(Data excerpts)
=== Begin Enclosure ===

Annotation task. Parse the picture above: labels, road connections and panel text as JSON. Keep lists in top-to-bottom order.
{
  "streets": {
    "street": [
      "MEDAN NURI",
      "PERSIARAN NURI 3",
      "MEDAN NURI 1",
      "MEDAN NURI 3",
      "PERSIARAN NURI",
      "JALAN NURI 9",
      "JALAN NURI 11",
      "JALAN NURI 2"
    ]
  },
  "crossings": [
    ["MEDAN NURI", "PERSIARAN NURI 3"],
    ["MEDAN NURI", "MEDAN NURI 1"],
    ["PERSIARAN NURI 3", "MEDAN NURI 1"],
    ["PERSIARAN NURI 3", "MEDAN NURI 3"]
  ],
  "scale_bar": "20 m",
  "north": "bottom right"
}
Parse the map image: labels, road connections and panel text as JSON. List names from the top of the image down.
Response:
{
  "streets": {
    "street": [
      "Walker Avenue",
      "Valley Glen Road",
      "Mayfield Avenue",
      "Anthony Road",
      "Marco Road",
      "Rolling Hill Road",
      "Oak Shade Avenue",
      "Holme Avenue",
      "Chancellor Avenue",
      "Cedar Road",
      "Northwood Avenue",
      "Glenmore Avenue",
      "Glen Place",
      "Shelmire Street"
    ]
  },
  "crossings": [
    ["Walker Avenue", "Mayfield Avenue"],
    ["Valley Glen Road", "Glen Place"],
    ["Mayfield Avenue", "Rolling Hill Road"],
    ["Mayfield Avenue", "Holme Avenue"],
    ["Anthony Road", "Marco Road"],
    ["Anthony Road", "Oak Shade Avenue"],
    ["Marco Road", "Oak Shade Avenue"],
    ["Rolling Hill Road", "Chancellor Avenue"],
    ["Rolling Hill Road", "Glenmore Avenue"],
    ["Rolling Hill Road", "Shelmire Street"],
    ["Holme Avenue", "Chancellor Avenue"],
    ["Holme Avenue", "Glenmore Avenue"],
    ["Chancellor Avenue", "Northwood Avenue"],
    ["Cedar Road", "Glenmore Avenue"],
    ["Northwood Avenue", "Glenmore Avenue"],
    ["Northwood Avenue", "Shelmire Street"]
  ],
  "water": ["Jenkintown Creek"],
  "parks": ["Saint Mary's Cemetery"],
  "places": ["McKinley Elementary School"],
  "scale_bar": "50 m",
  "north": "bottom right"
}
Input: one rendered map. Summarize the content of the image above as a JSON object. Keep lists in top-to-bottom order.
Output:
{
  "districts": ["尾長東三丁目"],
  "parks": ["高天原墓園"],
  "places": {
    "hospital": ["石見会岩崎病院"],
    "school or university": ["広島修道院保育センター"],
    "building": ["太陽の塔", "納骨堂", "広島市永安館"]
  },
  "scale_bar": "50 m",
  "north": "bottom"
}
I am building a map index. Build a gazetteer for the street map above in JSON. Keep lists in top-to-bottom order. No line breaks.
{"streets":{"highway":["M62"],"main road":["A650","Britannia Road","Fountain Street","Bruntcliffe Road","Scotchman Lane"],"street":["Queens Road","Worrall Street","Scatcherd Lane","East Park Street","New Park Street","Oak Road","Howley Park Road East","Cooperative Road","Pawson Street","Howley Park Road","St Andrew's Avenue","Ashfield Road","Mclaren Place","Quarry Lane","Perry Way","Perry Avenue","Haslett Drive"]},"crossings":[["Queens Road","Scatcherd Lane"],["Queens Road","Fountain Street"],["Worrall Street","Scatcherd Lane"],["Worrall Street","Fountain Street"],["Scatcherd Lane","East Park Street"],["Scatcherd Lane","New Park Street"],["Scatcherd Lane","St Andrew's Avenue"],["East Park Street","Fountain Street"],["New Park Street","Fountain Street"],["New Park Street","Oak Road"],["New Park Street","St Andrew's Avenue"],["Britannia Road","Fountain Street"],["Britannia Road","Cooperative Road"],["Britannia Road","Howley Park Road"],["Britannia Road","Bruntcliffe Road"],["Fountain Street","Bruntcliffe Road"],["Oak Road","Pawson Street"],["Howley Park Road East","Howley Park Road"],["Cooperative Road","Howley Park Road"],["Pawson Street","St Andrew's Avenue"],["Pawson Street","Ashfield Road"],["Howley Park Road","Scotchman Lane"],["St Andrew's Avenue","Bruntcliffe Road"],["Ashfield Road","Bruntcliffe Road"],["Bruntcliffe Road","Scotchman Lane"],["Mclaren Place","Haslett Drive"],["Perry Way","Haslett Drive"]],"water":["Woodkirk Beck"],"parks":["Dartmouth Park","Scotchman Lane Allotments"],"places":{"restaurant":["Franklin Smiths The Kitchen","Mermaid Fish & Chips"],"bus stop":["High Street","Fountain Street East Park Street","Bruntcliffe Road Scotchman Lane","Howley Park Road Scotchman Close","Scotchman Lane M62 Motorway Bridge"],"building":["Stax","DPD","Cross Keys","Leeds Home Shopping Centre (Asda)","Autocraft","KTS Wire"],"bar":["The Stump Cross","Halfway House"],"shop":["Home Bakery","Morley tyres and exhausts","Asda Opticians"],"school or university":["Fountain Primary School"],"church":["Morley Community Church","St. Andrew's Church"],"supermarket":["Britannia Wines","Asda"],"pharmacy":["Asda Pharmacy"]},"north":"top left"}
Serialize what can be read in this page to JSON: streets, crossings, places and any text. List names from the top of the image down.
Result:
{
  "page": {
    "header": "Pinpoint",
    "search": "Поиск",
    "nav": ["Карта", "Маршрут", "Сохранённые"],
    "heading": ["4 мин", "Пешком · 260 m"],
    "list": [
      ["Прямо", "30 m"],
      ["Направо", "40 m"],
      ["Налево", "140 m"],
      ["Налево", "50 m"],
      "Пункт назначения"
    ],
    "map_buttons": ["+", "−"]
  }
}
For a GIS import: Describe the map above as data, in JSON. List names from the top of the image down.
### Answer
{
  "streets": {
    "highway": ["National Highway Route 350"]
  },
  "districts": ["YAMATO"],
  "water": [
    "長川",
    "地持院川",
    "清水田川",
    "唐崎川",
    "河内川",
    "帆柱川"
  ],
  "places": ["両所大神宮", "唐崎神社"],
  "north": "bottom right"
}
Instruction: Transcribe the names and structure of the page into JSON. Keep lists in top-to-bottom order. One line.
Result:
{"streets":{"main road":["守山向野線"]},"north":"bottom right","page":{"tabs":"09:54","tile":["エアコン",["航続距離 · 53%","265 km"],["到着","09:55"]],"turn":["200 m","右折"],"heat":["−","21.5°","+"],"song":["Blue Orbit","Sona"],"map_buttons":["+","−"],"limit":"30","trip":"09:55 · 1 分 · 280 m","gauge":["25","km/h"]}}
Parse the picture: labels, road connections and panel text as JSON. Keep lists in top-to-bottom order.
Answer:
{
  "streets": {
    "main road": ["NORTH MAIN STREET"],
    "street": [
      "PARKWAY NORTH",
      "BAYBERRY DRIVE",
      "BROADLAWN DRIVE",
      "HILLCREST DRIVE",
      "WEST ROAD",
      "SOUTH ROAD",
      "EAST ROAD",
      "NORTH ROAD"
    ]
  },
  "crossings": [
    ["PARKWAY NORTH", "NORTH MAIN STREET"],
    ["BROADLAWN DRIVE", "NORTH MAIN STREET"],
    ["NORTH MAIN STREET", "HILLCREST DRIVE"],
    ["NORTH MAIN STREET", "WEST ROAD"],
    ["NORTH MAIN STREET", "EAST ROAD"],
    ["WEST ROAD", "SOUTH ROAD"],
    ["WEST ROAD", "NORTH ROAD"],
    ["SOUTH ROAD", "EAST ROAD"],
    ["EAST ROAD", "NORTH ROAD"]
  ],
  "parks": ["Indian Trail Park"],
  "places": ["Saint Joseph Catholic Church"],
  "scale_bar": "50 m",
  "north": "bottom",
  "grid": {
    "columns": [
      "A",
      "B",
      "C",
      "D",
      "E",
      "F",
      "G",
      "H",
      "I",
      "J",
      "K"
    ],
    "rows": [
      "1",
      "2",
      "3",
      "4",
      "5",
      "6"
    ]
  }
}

=== End Enclosure ===

The lines you need are those containing "connections"; find them in the records and copy them.

Annotation task. Parse the picture above: labels, road connections and panel text as JSON. Keep lists in top-to-bottom order.
Parse the map image: labels, road connections and panel text as JSON. List names from the top of the image down.
Parse the picture: labels, road connections and panel text as JSON. Keep lists in top-to-bottom order.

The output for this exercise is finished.